(Records supplied Opens)

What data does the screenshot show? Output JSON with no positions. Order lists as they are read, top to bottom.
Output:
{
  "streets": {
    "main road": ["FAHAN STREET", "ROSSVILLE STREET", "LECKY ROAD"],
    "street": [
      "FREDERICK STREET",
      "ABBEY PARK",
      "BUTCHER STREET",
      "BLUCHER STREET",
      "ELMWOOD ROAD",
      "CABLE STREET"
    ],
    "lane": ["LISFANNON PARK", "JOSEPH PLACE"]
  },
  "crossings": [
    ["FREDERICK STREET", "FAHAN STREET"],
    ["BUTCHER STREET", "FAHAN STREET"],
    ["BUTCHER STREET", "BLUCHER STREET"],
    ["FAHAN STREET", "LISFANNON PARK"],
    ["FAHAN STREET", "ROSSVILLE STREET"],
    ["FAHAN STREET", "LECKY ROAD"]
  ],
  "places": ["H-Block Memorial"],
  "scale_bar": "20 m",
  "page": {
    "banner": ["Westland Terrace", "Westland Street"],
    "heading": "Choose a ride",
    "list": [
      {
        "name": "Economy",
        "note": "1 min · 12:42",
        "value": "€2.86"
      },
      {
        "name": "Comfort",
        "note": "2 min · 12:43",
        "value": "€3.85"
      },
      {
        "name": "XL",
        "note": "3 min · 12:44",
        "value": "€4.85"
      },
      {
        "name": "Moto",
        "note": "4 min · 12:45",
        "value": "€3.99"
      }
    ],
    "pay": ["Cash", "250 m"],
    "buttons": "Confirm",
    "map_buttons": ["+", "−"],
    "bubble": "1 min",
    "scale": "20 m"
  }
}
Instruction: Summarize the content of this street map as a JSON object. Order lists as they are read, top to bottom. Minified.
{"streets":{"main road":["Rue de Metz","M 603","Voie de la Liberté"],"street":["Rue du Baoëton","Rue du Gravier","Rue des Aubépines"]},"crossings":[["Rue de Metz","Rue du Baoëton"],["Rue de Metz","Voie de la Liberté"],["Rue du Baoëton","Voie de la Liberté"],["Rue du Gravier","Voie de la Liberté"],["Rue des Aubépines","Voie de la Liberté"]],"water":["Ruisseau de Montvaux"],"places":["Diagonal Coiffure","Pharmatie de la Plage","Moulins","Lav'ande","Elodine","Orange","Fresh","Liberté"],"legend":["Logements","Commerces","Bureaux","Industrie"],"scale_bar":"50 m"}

(Records supplied Closes)

■ **Task description**: Show each line of the records above containing "Output".

■ **Result for this task**:
What data does the screenshot show? Output JSON with no positions. Order lists as they are read, top to bottom.
Output:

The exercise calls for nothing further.